HESI RN
HESI RN Nursing Leadership and Management Exam 6
1. Which instruction about insulin administration should Nurse Kate give to a client?
- A. Always follow the same order when drawing up different insulins into the syringe.
- B. Shake the vials before withdrawing the insulin.
- C. Store unopened vials of insulin in the refrigerator at recommended temperatures.
- D. Discard the intermediate-acting insulin if it appears cloudy.
Correct answer: A
Rationale: The correct answer is A. Consistently following the same order when drawing up different insulins helps to prevent medication errors. Option B is incorrect because shaking insulin vials could cause bubbles to form, leading to inaccurate dosing. Option C is incorrect as insulin should be stored in the refrigerator, not the freezer, to maintain its effectiveness. Option D is incorrect because cloudy appearance in intermediate-acting insulin may indicate the presence of insulin crystals, which can affect its potency, but this does not necessarily mean it should be discarded without consulting a healthcare provider.
2. A client with type 1 diabetes mellitus presents with nausea, vomiting, and abdominal pain. The nurse suspects diabetic ketoacidosis (DKA). Which of the following lab findings would confirm this diagnosis?
- A. Serum glucose of 180 mg/dL
- B. Serum bicarbonate of 22 mEq/L
- C. Blood pH of 7.25
- D. Urine specific gravity of 1.020
Correct answer: C
Rationale: A blood pH of 7.25 is a critical finding in diabetic ketoacidosis (DKA) as it indicates metabolic acidosis, which is a hallmark of this condition. In DKA, there is an accumulation of ketones in the blood, leading to increased acidity. The serum glucose level is typically elevated in DKA, often exceeding 250 mg/dL. A serum bicarbonate level less than 18 mEq/L is usually seen in DKA due to the metabolic acidosis. Urine specific gravity is not a specific indicator for DKA and may vary depending on the individual's hydration status. Therefore, the correct lab finding that confirms DKA in this scenario is a blood pH of 7.25.
3. A client with DM is preparing for a foot care exam. The nurse should advise the client to:
- A. Wear loose-fitting shoes to protect the feet.
- B. Apply lotion to the tops and bottoms of the feet to keep the skin moist.

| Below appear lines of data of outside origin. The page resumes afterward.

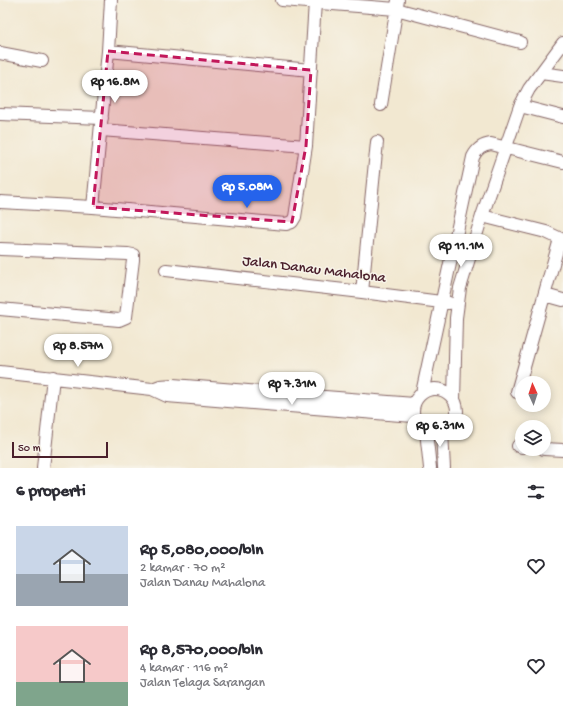 <!DOCTYPE html>
<html lang="id">
<meta charset="utf-8">
<style>
:root{--surface:#fff;--page:#f7f7f7;--text:#2b2b33;--muted:#7c7c81;--accent:#2563eb}
body{margin:0;font-family:"Gochi Hand",sans-serif;background:var(--page);color:var(--text);height:100vh;display:flex;flex-direction:column;font-size:15px;white-space:nowrap}
*{box-sizing:border-box;margin:0}
p{font-size:13px;color:var(--muted)}
.icon{flex:none;width:22px;height:22px;fill:none;stroke:currentColor;stroke-width:2;stroke-linecap:round;stroke-linejoin:round}
.map{position:relative;height:468px;overflow:hidden}
.side{display:flex;flex-direction:column;background:var(--surface);flex:1}
.side>*{flex:none}
.needle{width:26px;rotate:357deg}
.controls{position:absolute;left:515px;top:376px;display:grid;gap:8px}
.controls a{display:grid;place-items:center;width:36px;height:36px;border-radius:50%;background:var(--surface);box-shadow:0 2px 10px #0003;font-size:20px}
.scale{position:absolute;left:12px;bottom:10px;width:96px;box-sizing:border-box;padding-left:4px;border:2px solid #4a1f2b;border-top:0;font-size:11px;line-height:14px;white-space:nowrap;color:#4a1f2b;-webkit-text-stroke:3px #f7f3e8;paint-order:stroke}
.price{position:absolute;translate:-50% -34px;padding:0 9px;border-radius:14px;background:#fff;color:#222;font-size:13px;line-height:26px;filter:drop-shadow(0 1px 2px #0008)}
.price::after{content:'';position:absolute;left:50%;top:24px;width:12px;height:9px;margin-left:-6px;background:inherit;clip-path:polygon(0 0,100% 0,50% 100%)}
.price.on{background:var(--accent);color:#fff}
ul{padding:0;list-style:none}
li{display:flex;align-items:center;gap:12px;height:100px;padding:0 16px}
li span{display:grid;place-items:center;flex:none;width:112px;height:80px;border-radius:0px;color:#555}
li>.icon{margin-inline-start:auto}
span .icon{width:48px;height:48px;fill:#fffc;stroke-width:1}
li b{font-size:17px}
h2{display:flex;justify-content:space-between;align-items:center;height:48px;padding:0 16px;font-size:17px}
.map>svg:first-child{display:block}
.lines{fill:none;stroke-linecap:round;stroke-linejoin:round}
.minor-casing{stroke:#856565;stroke-width:14}
.minor{stroke:#fff;stroke-width:12}
.marked{fill:#c2185b;fill-opacity:0.2;stroke:#c2185b;stroke-width:3;stroke-dasharray:8 5;stroke-linejoin:round}
.labels{text-anchor:middle;dominant-baseline:central;stroke-width:3;stroke-linejoin:round;paint-order:stroke}
.street-label{font-size:15px;fill:#4a1f2b;stroke:#f7f3e8}
</style>
<div class="map">
<svg width="563" height="468" viewBox="0 0 563 468">
<rect width="100%" height="100%" fill="#f7f3e8"/>
<filter id="ink" filterUnits="userSpaceOnUse"><feTurbulence type="fractalNoise" baseFrequency=".025" numOctaves="2"/><feDisplacementMap in="SourceGraphic" scale="8" xChannelSelector="R" yChannelSelector="G"/><feConvolveMatrix kernelMatrix="1 2 1 2 8 2 1 2 1" color-interpolation-filters="sRGB"/></filter>
<filter id="wash" filterUnits="userSpaceOnUse"><feTurbulence type="fractalNoise" baseFrequency=".012" numOctaves="4" result="noise"/><feDisplacementMap in="SourceGraphic" scale="16" xChannelSelector="R" yChannelSelector="G"/><feGaussianBlur stdDeviation="0.9" result="paint"/><feColorMatrix in="noise" values="0 0 0 0 0 0 0 0 0 0 0 0 0 0 0 0 0 1.4 0 .05"/><feComposite in="paint" operator="in"/></filter>
<g filter="url(#wash)">
<rect width="100%" height="100%" fill="#f2e8d1"/>
</g>
<g filter="url(#ink)">
<g class="lines">
<g class="minor-casing">
<path id="minor" d="M 282,0 L 396,9 L 520,42
M 563,43 L 529,89 L 520,106 L 563,117
M 108,51 L 311,70
M 0,53 L 42,61
M 541,73 L 563,76
M 381,105 L 398,0
M 0,114 L 102,118
M 101,130 L 306,146
M 0,202 L 93,207 L 286,224 L 292,222 L 295,217 L 306,146 L 315,2
M 93,207 L 108,51 L 111,0
M 482,216 L 546,232 L 563,240
M 0,249 L 128,254 L 133,255 L 133,260 L 126,317 L 119,320 L 0,309
M 166,270 L 362,292 L 449,303
M 362,292 L 377,142
M 545,295 L 563,300
M 0,372 L 152,389 L 167,396 L 413,416
M413 411a22 22 0 1 1 44 0a22 22 0 1 1-44 0Z
M 152,389 L 160,386 L 173,385 L 414,404
M 517,392 L 560,239
M 422,393 L 473,157 C 477,149 482,145 491,144 L 563,162
M 454,400 L 456,318 L 460,288 L 482,216 L 520,106
M 426,431 L 430,468
M 442,432 L 444,468
M 518,446 L 522,447
M 544,449 L 563,450
M 43,468 L 53,377"/>
</g>
<use href="#minor" class="minor"/>
</g>
</g>
<path class="marked" d="M 108,51 L 311,70 L 306,146 L 292,222 L 93,207 Z"/>
<g class="labels">
<g class="street-label">
<text transform="translate(314 270) rotate(7)">Jalan Danau Mahalona</text>
</g>
</g>
</svg>
<div class="controls">
<a><svg class="needle" viewBox="-14 -14 28 28"><path d="M0-13l5 13h-10z" fill="#e53935"/><path d="M0 13l5-13h-10z" fill="#7c7c81"/></svg></a>
<a><svg class="icon" aria-label="layers" viewBox="0 0 24 24"><path d="M12 4l9 5-9 5-9-5zM3 14l9 5 9-5"/></svg></a>
</div>
<div class="scale">50 m</div>
<b class="price" style="left:115px;top:104px">Rp 16.8M</b>
<b class="price on" style="left:247px;top:209px">Rp 5.08M</b>
<b class="price" style="left:461px;top:268px">Rp 11.1M</b>
<b class="price" style="left:78px;top:368px">Rp 8.57M</b>
<b class="price" style="left:292px;top:406px">Rp 7.31M</b>
<b class="price" style="left:440px;top:448px">Rp 6.31M</b>
</div>
<section class="side">
<h2>6 properti<svg class="icon" aria-label="filters" viewBox="0 0 24 24"><path d="M4 7h16M4 17h16"/><circle cx="9" cy="7" r="2"/><circle cx="15" cy="17" r="2"/></svg></h2>
<ul>
<li><span style="background:linear-gradient(#c9d6e8 60%,#9aa5b1 0)"><svg class="icon" aria-label="home" viewBox="0 0 24 24"><path d="M3 11l9-7 9 7M6 9v11h12V9"/></svg></span><div><b>Rp 5,080,000/bln</b><p>2 kamar · 70 m²</p><p>Jalan Danau Mahalona</p></div><svg class="icon" aria-label="heart" viewBox="0 0 24 24"><path d="M12 20l-8-8c-3-5 5-10 8-4 3-6 11-1 8 4z"/></svg></li>
<li><span style="background:linear-gradient(#f6c9c9 70%,#7fa58c 0)"><svg class="icon" aria-label="home" viewBox="0 0 24 24"><path d="M3 11l9-7 9 7M6 9v11h12V9"/></svg></span><div><b>Rp 8,570,000/bln</b><p>4 kamar · 116 m²</p><p>Jalan Telaga Sarangan</p></div><svg class="icon" aria-label="heart" viewBox="0 0 24 24"><path d="M12 20l-8-8c-3-5 5-10 8-4 3-6 11-1 8 4z"/></svg></li>
</ul>
</section>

- C. Avoid using a heating pad to prevent burns on the feet.
- D. Avoid using sharp instruments to trim the toenails.
Correct answer: D
Rationale: The correct answer is to advise the client to avoid using sharp instruments to trim the toenails. This is crucial because using sharp instruments can lead to injuries such as cuts or wounds, increasing the risk of infections, especially in clients with diabetes who have decreased sensation in their feet. Choice A is incorrect because tight shoes can restrict circulation and increase the risk of pressure sores. Choice B is incorrect because applying lotion between the toes can create a moist environment, leading to fungal infections. Choice C is incorrect because using a heating pad can lead to burns, which can go unnoticed due to decreased sensation in diabetic feet.
4. A client with a diagnosis of diabetic ketoacidosis (DKA) is being treated in the ER. Which finding would a nurse expect to note as confirming this diagnosis?
- A. Elevated blood glucose level and a low plasma bicarbonate
- B. Decreased urine output
- C. Increased respirations and an increase in pH
- D. Comatose state
Correct answer: A
Rationale: The correct answer is A: Elevated blood glucose level and a low plasma bicarbonate. Diabetic ketoacidosis (DKA) is characterized by hyperglycemia, ketosis, and metabolic acidosis, reflected by a low plasma bicarbonate. Elevated blood glucose levels are a hallmark of DKA due to the body's inability to use glucose properly. Choices B, C, and D are incorrect. Decreased urine output is not a specific finding associated with DKA. Increased respirations and an increase in pH are not typical in DKA; in fact, respiratory compensation for the metabolic acidosis in DKA leads to Kussmaul breathing (deep, rapid breathing). A comatose state may occur in severe cases of DKA but is not a confirming finding for the diagnosis.
5. Why might an RN need professional liability insurance?
- A. Protection against frivolous lawsuits without incurring expenses.
- B. Immunity from being sued by the institution if guilty of malpractice.
- C. Coverage for charges of libel, slander, assault, and HIPAA violations.
- D. Exclusively doctors face malpractice lawsuits.
Correct answer: C
Rationale: Having professional liability insurance is crucial for Registered Nurses due to various reasons. Choice A is incorrect because there are expenses associated with defending against frivolous lawsuits. Choice B is incorrect as institutions can still sue a nurse found guilty of malpractice. Choice D is incorrect because malpractice lawsuits can be filed against healthcare professionals, including nurses. Therefore, the correct answer is C, as liability policies can provide coverage for charges involving libel, slander, assault, and breaches of patient confidentiality like HIPAA violations, offering essential protection for RNs in their practice.